#### [EXERCISE]
Within the listing below, how many lines hold the string "relate"? Only the number is wanted.

INFORMATION PROVIDED section start

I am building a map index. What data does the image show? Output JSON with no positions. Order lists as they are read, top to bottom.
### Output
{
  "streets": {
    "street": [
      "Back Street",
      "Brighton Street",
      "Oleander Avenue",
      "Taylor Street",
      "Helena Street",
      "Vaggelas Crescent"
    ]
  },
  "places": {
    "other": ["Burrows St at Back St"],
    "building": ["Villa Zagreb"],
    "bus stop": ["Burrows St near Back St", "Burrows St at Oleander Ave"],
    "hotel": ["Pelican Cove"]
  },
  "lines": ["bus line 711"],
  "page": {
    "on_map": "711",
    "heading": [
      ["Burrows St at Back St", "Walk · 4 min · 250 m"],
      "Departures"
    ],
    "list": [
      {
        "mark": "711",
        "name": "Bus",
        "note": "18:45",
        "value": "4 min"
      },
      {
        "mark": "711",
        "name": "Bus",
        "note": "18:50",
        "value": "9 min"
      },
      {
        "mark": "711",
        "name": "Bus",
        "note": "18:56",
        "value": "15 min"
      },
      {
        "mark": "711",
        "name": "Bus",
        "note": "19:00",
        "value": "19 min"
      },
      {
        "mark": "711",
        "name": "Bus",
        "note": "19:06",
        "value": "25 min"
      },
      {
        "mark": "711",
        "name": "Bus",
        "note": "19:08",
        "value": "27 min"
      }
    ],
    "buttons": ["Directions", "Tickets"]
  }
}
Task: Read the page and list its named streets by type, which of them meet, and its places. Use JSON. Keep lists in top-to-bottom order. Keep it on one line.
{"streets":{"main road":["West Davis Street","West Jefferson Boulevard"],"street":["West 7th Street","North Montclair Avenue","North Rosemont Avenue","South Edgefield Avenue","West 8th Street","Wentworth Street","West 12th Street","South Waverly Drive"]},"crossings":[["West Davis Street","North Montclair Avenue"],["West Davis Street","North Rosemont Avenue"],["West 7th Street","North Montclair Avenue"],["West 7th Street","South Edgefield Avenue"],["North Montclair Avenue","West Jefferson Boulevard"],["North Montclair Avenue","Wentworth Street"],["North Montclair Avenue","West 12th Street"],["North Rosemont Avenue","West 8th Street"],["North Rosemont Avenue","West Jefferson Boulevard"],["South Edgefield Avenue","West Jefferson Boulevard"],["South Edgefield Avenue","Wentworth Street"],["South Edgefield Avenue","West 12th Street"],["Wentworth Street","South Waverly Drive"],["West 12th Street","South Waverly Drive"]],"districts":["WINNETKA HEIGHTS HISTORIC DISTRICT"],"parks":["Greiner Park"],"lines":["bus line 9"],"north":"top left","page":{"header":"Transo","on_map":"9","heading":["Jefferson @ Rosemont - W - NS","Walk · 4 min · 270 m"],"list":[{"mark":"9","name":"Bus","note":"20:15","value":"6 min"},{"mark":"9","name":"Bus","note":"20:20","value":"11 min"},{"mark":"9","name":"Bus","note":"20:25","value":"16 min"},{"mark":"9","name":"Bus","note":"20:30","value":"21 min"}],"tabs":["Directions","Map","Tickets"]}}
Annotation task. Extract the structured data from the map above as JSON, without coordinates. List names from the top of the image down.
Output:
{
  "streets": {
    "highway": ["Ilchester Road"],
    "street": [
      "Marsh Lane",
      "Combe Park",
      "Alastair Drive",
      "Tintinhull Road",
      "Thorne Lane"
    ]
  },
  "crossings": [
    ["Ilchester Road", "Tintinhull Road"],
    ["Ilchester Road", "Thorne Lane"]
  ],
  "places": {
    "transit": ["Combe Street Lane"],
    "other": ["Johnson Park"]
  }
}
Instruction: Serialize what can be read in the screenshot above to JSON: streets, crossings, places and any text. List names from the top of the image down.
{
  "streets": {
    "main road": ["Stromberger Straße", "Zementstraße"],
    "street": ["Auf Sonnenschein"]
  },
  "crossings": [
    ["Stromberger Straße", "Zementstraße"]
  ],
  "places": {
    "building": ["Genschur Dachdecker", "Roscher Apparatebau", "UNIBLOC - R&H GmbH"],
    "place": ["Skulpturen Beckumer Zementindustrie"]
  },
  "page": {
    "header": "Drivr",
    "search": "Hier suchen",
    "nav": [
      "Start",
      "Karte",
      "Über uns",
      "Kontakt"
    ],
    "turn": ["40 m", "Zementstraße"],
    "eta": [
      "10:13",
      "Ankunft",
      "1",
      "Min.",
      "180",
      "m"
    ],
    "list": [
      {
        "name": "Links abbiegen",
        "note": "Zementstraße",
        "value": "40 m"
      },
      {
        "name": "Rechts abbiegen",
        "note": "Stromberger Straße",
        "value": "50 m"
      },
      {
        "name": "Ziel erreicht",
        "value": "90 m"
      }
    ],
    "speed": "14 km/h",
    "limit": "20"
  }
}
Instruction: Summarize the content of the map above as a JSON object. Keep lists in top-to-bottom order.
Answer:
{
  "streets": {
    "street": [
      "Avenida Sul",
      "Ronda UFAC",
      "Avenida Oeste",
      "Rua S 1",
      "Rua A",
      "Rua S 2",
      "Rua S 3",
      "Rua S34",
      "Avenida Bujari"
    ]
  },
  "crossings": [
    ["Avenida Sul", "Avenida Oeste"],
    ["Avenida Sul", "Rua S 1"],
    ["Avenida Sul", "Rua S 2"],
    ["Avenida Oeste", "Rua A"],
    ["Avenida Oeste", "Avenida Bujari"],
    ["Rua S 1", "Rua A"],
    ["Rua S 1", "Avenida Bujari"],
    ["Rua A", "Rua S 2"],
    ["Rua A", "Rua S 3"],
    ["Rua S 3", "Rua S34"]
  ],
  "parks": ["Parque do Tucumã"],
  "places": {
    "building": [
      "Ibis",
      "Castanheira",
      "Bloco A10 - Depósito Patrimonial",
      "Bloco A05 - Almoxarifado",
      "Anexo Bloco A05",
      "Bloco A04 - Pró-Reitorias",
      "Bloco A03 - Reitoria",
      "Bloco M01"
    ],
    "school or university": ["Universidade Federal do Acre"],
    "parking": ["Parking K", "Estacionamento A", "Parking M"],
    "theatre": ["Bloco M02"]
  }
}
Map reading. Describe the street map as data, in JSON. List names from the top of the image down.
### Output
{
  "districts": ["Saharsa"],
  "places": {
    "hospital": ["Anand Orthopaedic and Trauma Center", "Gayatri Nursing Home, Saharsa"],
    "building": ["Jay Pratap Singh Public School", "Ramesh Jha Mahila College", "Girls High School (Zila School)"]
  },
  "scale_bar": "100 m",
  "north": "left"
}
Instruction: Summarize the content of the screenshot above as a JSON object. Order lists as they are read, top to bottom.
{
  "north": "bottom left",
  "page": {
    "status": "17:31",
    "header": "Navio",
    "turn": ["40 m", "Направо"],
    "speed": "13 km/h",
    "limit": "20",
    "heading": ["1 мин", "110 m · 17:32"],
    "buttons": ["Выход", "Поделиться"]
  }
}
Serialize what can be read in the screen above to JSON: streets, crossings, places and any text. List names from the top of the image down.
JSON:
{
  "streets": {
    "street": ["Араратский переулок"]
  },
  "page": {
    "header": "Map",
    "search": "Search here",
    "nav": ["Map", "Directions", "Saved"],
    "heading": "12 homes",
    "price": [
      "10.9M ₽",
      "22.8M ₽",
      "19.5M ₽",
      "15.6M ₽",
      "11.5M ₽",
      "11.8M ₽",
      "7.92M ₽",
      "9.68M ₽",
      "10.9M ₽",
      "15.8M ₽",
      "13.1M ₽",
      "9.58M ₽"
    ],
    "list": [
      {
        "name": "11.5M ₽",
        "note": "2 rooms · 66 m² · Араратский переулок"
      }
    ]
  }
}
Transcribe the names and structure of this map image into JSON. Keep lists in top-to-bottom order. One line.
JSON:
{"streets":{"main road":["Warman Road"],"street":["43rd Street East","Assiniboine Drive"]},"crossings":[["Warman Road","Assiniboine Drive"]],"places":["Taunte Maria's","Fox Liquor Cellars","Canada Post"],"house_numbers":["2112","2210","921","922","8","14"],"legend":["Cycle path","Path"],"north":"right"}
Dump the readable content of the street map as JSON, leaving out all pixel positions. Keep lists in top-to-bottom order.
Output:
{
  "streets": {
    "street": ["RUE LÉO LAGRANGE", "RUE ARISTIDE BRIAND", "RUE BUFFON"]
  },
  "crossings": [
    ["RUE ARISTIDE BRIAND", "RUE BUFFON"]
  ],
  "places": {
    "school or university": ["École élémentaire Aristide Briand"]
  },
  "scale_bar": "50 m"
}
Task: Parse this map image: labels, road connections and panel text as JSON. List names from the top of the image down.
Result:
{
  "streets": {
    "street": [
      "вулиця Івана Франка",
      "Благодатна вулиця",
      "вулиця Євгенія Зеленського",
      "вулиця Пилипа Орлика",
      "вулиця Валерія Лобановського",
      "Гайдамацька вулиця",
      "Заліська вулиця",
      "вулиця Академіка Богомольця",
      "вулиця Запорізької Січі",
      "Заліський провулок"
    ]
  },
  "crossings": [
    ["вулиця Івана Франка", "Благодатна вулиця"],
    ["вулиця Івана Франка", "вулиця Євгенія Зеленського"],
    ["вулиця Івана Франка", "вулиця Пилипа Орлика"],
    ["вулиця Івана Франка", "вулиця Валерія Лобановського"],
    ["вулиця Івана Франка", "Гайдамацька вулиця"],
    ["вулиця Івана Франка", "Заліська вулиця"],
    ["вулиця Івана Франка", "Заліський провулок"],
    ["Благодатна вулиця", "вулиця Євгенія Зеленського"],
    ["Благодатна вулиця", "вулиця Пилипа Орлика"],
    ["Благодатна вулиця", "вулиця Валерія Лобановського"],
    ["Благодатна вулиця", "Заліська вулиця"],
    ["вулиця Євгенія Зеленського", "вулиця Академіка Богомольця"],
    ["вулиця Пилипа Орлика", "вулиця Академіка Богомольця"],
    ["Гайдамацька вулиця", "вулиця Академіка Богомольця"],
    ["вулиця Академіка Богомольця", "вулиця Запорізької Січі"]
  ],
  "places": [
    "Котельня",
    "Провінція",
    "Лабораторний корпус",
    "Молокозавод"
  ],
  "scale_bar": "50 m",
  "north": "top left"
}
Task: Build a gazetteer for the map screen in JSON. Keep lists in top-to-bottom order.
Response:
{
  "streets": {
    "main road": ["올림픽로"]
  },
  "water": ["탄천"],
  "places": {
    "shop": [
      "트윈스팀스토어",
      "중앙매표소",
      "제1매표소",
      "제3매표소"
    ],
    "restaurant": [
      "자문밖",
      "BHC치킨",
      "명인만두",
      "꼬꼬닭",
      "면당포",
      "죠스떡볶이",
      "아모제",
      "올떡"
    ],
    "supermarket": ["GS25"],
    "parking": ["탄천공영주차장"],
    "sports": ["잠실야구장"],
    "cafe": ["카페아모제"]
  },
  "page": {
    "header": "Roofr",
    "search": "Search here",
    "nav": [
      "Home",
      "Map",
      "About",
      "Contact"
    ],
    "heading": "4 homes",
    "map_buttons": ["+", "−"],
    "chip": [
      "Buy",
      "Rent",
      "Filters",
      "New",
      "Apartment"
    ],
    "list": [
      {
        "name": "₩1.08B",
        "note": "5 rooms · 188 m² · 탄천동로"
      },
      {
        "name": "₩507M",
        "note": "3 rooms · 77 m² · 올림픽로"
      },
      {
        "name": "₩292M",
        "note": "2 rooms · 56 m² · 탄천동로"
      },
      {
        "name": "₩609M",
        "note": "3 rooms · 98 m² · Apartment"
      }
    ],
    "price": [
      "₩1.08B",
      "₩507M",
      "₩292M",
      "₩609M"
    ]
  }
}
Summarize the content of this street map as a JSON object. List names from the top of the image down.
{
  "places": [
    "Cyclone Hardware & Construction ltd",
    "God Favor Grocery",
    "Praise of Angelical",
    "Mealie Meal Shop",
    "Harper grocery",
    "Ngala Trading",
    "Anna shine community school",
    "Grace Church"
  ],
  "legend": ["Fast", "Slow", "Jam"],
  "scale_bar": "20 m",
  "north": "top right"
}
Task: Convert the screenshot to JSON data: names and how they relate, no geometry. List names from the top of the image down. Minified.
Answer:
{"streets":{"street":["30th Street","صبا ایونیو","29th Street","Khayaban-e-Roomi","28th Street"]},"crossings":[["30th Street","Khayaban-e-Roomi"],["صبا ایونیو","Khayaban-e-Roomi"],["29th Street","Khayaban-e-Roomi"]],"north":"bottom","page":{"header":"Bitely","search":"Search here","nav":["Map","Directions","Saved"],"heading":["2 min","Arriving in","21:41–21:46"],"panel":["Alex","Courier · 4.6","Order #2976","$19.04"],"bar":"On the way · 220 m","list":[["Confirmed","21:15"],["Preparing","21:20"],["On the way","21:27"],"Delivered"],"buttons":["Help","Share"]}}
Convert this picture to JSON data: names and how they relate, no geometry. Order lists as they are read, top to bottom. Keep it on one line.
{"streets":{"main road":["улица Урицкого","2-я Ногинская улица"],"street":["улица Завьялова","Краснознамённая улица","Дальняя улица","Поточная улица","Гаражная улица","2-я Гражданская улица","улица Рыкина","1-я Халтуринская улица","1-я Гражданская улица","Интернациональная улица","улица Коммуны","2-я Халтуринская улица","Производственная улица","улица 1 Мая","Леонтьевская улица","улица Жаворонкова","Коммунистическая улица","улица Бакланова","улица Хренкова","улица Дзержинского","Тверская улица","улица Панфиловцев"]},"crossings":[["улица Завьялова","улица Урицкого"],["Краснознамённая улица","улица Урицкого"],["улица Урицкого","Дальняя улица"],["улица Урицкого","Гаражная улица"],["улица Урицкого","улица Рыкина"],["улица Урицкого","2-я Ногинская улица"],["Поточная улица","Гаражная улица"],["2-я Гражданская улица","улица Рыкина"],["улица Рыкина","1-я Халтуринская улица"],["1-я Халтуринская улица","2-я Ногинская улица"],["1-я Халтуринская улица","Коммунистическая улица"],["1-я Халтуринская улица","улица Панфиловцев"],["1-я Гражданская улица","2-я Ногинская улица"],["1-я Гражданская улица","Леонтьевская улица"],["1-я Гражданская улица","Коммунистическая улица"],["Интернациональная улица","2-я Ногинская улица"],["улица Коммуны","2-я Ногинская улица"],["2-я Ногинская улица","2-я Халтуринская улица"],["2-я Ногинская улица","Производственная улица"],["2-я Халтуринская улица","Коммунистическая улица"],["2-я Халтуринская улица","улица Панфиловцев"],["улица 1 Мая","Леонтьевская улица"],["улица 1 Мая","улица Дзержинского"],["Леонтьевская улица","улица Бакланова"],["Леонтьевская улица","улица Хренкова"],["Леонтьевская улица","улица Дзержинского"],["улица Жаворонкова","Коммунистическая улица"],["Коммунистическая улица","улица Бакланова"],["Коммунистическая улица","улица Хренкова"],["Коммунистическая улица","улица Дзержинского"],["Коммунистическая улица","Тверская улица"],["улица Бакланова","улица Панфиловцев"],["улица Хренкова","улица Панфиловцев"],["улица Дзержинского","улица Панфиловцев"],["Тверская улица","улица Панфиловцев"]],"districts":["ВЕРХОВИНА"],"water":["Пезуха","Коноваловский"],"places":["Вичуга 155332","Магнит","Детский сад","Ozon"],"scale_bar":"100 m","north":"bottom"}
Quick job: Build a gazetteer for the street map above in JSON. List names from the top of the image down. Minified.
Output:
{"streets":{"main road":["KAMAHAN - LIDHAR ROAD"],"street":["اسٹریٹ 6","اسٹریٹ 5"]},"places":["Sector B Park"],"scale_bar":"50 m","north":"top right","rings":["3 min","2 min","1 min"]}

INFORMATION PROVIDED section end

#### [EXPECTED ANSWER]
2